Maria Pace Nemola: Due quadri di Klimt
Sì, tra tante notizie catastrofiche più o meno di naturali e umane tragedie una in uno degli ultimi telegiornali, una, per così dire, fuori dal coro.
La notizia è che alla prestigiosa asta di Sotheby’s è stato venduto per non so quanti milioni di dollari o sterline o euro (ma qui non ci interessa il conto bancario dell’acquirente!) il famoso dipinto “Bauerngarten” di Gustav Klimt.
L’esplosione di colori di questo celebre dipinto ha, per così dire, talmente invaso lo schermo che quasi è diventata immagine digitale a tre dimensioni; ed è naturale che ciò sia avvenuto se si ha a mente questo stupendo dipinto: dipinto che ritrae uno squarcio di prato contanti fiori variopinti, così tanti e così variopinti che pare quasi di sentire il profumo emanato dalle loro corolle e dai fili dell’erba verde illuminata di sole, nella quale sono incastonati come gemme preziose.

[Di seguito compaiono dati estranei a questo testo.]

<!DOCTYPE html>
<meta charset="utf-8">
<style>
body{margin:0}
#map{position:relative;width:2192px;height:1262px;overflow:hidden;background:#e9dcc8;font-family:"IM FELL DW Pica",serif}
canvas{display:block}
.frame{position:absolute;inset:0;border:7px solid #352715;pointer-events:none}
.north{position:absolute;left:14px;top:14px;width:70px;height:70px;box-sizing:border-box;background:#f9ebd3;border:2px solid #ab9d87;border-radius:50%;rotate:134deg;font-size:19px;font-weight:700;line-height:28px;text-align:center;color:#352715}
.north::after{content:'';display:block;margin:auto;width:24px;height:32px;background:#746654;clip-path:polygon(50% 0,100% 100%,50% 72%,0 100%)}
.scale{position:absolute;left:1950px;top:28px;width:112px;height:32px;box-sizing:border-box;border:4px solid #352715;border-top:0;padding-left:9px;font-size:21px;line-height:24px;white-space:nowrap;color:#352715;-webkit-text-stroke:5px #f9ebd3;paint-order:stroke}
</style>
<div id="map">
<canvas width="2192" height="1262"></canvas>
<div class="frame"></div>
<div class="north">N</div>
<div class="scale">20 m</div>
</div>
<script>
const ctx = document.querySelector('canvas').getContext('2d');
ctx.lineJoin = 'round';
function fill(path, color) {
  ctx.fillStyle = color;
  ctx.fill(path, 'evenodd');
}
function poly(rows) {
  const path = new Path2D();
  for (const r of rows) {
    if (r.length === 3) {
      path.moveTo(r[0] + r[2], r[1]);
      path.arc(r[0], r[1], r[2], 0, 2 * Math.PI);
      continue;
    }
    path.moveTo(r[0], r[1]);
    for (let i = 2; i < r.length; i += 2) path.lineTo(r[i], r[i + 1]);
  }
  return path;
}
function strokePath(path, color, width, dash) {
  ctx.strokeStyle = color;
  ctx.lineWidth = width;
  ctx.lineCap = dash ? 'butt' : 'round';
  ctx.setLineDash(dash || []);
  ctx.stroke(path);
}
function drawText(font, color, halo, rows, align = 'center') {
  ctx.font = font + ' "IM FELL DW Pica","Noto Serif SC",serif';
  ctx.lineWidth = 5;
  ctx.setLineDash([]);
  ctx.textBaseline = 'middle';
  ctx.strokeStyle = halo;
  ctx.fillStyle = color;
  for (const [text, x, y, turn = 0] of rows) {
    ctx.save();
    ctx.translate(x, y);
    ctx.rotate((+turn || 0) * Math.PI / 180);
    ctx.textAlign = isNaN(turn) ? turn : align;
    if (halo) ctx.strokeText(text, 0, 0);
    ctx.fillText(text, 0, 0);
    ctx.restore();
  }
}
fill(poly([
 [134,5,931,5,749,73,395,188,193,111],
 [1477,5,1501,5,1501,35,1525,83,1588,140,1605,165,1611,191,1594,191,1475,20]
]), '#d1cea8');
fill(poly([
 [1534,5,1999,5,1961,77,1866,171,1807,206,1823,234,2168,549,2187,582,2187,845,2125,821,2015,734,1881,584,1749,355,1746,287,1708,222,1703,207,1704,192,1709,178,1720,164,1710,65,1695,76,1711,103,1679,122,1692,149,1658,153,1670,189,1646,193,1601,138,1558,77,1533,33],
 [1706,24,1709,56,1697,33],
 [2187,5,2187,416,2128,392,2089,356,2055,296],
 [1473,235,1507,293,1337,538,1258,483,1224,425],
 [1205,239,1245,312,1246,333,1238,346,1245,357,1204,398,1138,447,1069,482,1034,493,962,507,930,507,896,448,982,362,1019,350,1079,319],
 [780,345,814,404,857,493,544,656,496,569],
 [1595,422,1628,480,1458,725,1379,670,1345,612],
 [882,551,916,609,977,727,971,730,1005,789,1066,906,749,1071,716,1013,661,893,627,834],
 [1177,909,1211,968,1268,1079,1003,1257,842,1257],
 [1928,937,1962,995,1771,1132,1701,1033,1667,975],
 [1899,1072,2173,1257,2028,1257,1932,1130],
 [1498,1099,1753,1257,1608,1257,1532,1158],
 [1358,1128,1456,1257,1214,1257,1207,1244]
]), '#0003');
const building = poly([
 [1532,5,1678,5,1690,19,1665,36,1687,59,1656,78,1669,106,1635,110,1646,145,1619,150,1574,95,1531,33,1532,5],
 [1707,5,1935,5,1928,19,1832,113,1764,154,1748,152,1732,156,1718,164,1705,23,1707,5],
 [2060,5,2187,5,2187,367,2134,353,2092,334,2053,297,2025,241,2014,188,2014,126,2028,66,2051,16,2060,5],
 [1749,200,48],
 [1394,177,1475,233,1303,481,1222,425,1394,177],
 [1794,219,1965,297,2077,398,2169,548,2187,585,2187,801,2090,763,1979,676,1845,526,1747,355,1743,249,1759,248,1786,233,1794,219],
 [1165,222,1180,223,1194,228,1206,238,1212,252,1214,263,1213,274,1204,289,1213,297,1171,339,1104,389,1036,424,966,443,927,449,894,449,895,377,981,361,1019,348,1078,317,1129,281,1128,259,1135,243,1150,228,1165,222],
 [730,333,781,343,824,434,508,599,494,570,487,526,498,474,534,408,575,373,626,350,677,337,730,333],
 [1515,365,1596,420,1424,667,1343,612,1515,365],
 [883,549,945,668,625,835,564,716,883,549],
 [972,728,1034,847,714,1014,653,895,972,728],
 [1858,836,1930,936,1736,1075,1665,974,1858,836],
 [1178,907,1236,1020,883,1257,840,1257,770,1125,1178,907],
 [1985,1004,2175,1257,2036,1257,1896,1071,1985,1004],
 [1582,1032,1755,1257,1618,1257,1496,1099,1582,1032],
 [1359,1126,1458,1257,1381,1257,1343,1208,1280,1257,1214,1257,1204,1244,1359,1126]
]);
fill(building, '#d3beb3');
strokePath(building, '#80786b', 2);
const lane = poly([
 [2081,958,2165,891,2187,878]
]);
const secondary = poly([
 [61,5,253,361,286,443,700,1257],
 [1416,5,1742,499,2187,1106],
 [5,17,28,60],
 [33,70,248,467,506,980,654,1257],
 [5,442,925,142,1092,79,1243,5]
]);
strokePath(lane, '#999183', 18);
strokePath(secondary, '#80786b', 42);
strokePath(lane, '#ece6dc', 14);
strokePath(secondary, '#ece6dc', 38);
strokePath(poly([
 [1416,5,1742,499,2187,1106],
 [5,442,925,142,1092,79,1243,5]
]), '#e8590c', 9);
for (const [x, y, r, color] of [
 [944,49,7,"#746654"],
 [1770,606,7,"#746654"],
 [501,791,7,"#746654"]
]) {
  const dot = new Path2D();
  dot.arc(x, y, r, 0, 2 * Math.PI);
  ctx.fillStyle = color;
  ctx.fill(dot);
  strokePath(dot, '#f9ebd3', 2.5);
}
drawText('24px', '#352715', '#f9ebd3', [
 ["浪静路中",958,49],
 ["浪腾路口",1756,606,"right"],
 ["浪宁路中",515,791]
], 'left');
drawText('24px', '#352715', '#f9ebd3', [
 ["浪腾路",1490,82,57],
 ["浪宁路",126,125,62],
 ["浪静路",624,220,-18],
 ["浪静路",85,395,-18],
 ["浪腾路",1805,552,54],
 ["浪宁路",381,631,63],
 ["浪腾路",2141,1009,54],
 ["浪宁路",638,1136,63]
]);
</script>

Non dipingo, né sono una studiosa di storia dell’arte, ma so solo che Gustav Klimt fu uno dei pittori del cosiddetto Movimento Secessionista viennese, che visse in Austria, sua patria, a cavallo tra i due ultimi secoli scorsi. So che questo dipinto risale agli inizi del Novecento e allora … allora davanti a quell’esplosione di colori ecco qualche mio vago pensiero.
Non esiste nel quadro neanche una minima pennellata dedicata a figura umana: c’è solo l’esplosione della Natura e non si sente neanche vagamente o in maniera indiretta e sottintesa qualsiasi presenza umana. Perché mai?! Certo “Bauerngarten” significa letteralmente “giardino dei contadini” e quindi più che un giardino di una villa è chiara l’allusione al prato che è appunto il giardino dei contadini. Ma a me, proprio perché questo dipinto risale all’inizio del Novecento, ha fatto venire in mente qualcosa … ha fatto venire in mente che risale a quel periodo nel quale la patria del pittore, l’impero austro-ungarico, e con esso l’Europa tra volteggiare di valzer e striduli suoni di violini di Heurigen stava precipitando verso il baratro, il baratro più baratro di tutta la nostra epoca contemporanea: la Prima Guerra Mondiale. La Prima Guerra Mondiale che fu non solo l’evento con più morti di tutta la nostra storia recente, ma che fu proprio l’inizio delle tragicità una più tragica dell’altra del secolo breve, dalla Seconda Guerra Mondiale fino man mano ad Auschwitz ed Hiroshima, ai momenti gelidi della “guerra fredda” fino ai morti profughi dall’Africa dei giorni nostri.
Nelle insistenti pennellate di Klimt volte solo alla Natura e nella totale mancanza di elemento umano io ci vedo qualcosa che va al di là della contemplazione da parte del pittore di qualche bellissimo prato vicino all’Attersee, un lago nei pressi di Salzburg, dove egli si recava spesso, un prato bellissimo come tanti bellissimi prati delle Alpi austriache o semplicemente come un bellissimo prato di qualche angolo della nostra terra! Ci vedo l’aggrapparsi alla Natura, al mondo incontaminato e in un certo senso anche privo di peccato della Natura appunto. Ci vedo il monito e la condanna indiretti all’opera distruttrice dell’uomo, alla sua volontà di potenza, al suo istinto di predazione che sono poi quelli che tutti insieme portano alle umane tragedie, quelli che tutti insieme appunto portarono a quella concatenazione di eventi incatenati tra loro di ci si è appena scritto.
Forse sono andata un po’ al di là delle intenzioni dell’artista, forse, ma credo fermamente che Klimt lo sia davvero alla massima potenza e non solo per le cifre consistenti con cui vengono acquisite le sue opere, ma che lo sia proprio per quella potenza evocatrice di pensieri che sono le sue opere.
Proprio come quell’altro suo meraviglioso dipinto, anch’esso tripudio di colori, “Il bacio” che ci fa risuonare nella mente e nel cuore le parole piene di dolce sensualità o di sensuale dolcezza, vedete voi, della Francesca dantesca e ci fa desiderare un bacio simile!
Ecco, ecco i miei pensieri e, se sono andata troppo al di là della semplice notizia, me ne scuso con chi vorrà leggermi.